What to work on:
In the data below, find every line with the word "center" and copy it out.

=-=-=-=-=

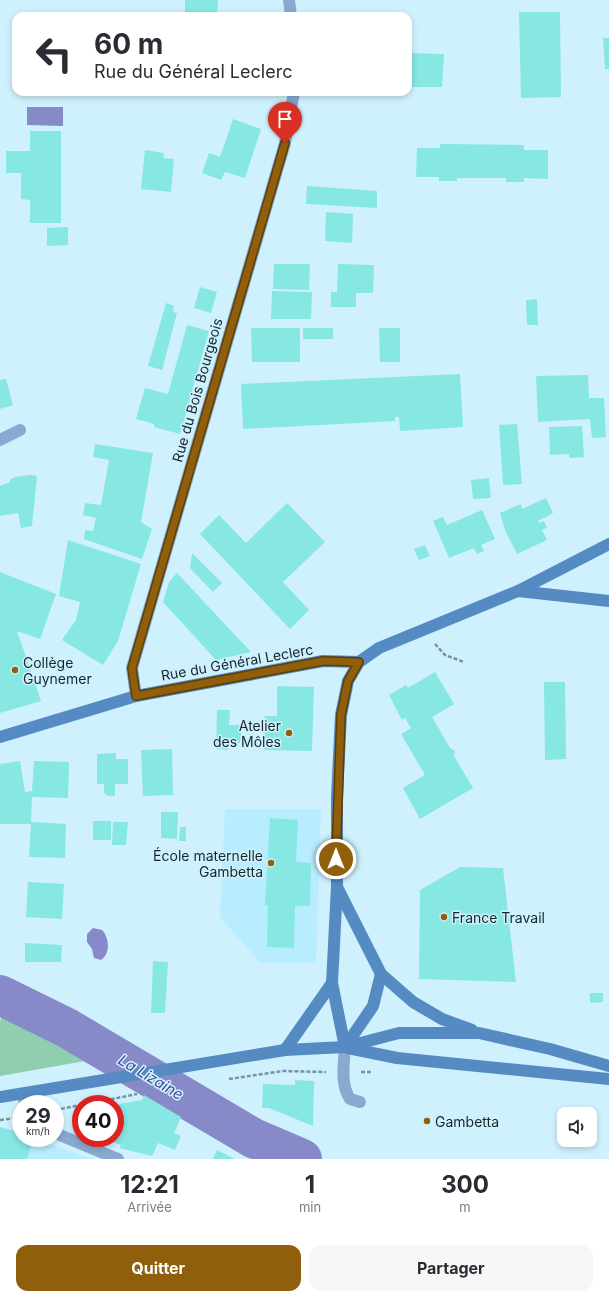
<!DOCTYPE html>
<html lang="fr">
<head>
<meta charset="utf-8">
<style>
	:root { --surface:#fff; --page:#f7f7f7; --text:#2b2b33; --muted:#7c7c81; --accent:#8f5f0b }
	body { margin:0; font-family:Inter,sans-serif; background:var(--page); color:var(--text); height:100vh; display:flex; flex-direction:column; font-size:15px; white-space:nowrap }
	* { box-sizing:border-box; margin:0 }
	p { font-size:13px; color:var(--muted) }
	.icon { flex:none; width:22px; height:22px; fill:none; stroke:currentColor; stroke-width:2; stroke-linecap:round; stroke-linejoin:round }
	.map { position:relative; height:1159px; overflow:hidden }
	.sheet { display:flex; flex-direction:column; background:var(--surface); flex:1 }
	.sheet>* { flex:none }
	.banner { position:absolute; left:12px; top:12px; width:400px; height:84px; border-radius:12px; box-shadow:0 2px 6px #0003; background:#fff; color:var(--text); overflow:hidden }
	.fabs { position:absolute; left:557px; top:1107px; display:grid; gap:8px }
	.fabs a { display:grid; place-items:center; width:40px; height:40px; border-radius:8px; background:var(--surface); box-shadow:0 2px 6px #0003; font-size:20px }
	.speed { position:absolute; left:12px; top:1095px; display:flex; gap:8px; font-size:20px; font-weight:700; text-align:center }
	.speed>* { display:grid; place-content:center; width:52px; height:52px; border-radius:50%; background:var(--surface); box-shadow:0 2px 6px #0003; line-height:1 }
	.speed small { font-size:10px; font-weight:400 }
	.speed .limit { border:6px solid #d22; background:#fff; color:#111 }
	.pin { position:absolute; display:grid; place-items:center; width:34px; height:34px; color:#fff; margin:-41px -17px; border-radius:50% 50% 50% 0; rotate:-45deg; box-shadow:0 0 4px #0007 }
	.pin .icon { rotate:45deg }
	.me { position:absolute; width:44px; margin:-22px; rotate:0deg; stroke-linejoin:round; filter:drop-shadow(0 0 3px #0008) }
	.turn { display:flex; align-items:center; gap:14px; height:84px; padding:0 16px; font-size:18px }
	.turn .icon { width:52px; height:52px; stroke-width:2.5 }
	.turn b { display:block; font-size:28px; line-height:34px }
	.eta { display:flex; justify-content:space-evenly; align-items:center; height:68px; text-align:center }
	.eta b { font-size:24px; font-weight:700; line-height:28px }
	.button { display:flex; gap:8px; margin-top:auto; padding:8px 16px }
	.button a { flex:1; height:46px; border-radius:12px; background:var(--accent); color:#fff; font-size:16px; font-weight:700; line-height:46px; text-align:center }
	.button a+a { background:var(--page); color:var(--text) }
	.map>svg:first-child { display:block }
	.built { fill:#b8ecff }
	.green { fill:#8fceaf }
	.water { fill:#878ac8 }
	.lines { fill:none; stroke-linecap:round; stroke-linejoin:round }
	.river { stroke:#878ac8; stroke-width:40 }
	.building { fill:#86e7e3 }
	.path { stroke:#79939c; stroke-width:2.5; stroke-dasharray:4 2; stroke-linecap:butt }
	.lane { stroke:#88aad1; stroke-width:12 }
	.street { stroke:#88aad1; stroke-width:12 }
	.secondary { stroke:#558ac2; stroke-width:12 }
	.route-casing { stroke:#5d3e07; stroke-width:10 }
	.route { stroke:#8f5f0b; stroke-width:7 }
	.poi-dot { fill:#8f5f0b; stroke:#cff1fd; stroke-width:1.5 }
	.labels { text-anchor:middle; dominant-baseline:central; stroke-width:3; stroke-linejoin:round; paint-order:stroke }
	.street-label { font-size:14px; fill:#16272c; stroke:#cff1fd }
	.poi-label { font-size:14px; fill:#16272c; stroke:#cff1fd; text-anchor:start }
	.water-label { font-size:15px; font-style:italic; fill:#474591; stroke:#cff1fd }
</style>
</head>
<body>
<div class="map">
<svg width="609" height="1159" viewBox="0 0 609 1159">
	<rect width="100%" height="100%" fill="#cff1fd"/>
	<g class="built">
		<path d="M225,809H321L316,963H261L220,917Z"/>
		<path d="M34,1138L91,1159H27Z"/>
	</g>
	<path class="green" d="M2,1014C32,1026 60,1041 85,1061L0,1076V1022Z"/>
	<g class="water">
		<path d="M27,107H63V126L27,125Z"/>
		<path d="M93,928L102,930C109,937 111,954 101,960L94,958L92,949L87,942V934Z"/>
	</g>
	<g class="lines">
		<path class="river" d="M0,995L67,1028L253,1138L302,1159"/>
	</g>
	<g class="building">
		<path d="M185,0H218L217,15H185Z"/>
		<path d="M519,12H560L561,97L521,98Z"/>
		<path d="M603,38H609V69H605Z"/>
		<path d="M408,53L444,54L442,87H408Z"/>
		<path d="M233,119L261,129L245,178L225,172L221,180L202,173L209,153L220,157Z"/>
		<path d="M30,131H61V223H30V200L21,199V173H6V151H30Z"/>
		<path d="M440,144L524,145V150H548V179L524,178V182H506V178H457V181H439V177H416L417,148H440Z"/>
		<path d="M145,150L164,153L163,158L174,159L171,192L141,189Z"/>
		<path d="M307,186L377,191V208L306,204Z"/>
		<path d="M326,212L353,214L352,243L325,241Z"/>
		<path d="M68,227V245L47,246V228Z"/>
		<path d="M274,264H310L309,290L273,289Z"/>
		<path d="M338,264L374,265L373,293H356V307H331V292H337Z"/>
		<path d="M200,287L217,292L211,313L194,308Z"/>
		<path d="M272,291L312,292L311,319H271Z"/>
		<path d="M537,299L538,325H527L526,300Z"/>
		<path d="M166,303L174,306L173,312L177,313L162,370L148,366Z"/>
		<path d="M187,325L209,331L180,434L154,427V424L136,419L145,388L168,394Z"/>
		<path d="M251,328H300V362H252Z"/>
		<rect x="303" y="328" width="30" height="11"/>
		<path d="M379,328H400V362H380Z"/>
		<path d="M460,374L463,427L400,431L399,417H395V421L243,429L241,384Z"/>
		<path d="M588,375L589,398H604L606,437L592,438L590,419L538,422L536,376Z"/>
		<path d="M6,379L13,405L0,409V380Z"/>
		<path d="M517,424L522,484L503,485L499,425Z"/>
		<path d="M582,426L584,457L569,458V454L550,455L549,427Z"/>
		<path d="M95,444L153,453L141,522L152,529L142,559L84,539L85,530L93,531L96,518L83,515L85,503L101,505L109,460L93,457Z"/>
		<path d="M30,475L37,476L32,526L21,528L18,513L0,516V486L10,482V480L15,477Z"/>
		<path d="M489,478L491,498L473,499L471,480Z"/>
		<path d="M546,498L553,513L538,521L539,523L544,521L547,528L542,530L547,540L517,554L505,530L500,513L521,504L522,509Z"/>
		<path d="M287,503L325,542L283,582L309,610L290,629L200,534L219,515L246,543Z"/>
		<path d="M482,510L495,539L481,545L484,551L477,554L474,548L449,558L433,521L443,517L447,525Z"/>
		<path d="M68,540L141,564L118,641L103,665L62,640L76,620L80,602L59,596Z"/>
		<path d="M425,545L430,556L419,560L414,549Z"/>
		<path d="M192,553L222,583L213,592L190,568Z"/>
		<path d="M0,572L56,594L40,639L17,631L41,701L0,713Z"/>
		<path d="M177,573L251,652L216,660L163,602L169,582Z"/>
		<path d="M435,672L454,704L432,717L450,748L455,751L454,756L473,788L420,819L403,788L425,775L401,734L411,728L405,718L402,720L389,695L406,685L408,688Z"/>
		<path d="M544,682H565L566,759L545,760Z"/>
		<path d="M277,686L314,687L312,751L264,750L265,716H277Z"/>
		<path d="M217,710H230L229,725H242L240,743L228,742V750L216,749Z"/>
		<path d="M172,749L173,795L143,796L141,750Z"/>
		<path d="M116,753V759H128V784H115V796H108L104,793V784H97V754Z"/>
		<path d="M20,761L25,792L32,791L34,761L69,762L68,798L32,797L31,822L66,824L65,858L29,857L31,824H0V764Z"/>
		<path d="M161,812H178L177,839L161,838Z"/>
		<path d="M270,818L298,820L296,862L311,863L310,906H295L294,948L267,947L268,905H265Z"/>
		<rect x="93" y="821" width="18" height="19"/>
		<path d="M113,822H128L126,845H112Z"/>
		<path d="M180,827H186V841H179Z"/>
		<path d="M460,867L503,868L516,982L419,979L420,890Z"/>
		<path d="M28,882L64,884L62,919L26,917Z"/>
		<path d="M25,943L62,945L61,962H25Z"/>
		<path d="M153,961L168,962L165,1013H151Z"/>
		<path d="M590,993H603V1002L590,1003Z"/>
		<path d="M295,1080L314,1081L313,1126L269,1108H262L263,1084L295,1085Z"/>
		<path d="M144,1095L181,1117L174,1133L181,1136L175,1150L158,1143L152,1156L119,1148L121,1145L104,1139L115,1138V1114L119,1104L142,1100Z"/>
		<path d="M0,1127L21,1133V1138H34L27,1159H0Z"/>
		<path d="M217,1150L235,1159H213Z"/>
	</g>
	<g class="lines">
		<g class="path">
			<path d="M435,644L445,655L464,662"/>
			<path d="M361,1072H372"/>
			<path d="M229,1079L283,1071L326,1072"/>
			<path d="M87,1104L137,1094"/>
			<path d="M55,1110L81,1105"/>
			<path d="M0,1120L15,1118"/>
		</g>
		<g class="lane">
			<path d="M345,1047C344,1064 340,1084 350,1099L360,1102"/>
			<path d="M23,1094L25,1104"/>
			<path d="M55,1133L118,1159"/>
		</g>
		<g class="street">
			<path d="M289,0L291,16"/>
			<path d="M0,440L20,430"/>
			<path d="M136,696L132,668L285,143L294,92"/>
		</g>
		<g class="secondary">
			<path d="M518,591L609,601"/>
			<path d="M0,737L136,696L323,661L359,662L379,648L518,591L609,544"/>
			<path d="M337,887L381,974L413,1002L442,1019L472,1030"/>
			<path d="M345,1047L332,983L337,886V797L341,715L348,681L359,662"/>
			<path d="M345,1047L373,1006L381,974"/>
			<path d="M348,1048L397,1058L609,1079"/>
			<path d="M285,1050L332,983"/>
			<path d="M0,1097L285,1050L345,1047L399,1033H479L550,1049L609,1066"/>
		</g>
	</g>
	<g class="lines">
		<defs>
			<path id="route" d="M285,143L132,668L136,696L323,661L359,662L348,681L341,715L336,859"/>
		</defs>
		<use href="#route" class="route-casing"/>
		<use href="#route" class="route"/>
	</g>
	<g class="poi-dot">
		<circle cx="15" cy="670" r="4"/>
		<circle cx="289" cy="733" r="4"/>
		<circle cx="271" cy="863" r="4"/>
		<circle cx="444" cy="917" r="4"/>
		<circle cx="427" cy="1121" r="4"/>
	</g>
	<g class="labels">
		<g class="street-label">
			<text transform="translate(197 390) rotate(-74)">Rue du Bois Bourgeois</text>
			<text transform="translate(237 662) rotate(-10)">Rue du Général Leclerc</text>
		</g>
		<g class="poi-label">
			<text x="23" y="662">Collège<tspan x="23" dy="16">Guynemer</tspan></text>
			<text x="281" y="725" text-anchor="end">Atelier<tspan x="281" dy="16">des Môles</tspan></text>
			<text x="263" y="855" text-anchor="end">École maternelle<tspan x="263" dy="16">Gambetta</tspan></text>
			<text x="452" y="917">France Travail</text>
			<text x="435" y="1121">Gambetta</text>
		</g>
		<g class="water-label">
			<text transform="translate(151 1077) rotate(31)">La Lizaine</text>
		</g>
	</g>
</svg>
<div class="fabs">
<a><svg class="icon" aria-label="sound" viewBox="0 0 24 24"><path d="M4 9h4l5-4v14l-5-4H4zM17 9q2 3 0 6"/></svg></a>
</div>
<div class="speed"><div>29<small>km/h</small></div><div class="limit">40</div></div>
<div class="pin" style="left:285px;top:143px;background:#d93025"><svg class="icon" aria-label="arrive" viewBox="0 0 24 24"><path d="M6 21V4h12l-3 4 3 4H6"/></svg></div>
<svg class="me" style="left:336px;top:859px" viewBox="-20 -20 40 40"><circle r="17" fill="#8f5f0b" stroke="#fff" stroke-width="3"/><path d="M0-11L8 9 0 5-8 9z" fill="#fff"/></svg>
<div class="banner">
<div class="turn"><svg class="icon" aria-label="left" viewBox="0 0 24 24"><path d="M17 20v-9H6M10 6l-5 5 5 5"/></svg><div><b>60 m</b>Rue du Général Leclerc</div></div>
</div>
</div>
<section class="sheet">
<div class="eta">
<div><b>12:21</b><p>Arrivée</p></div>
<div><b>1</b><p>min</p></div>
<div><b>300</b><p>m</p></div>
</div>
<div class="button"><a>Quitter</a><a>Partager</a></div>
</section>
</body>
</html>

=-=-=-=-=

Solved exercise:
	.fabs a { display:grid; place-items:center; width:40px; height:40px; border-radius:8px; background:var(--surface); box-shadow:0 2px 6px #0003; font-size:20px }
	.speed { position:absolute; left:12px; top:1095px; display:flex; gap:8px; font-size:20px; font-weight:700; text-align:center }
	.speed>* { display:grid; place-content:center; width:52px; height:52px; border-radius:50%; background:var(--surface); box-shadow:0 2px 6px #0003; line-height:1 }
	.pin { position:absolute; display:grid; place-items:center; width:34px; height:34px; color:#fff; margin:-41px -17px; border-radius:50% 50% 50% 0; rotate:-45deg; box-shadow:0 0 4px #0007 }
	.turn { display:flex; align-items:center; gap:14px; height:84px; padding:0 16px; font-size:18px }
	.eta { display:flex; justify-content:space-evenly; align-items:center; height:68px; text-align:center }
	.button a { flex:1; height:46px; border-radius:12px; background:var(--accent); color:#fff; font-size:16px; font-weight:700; line-height:46px; text-align:center }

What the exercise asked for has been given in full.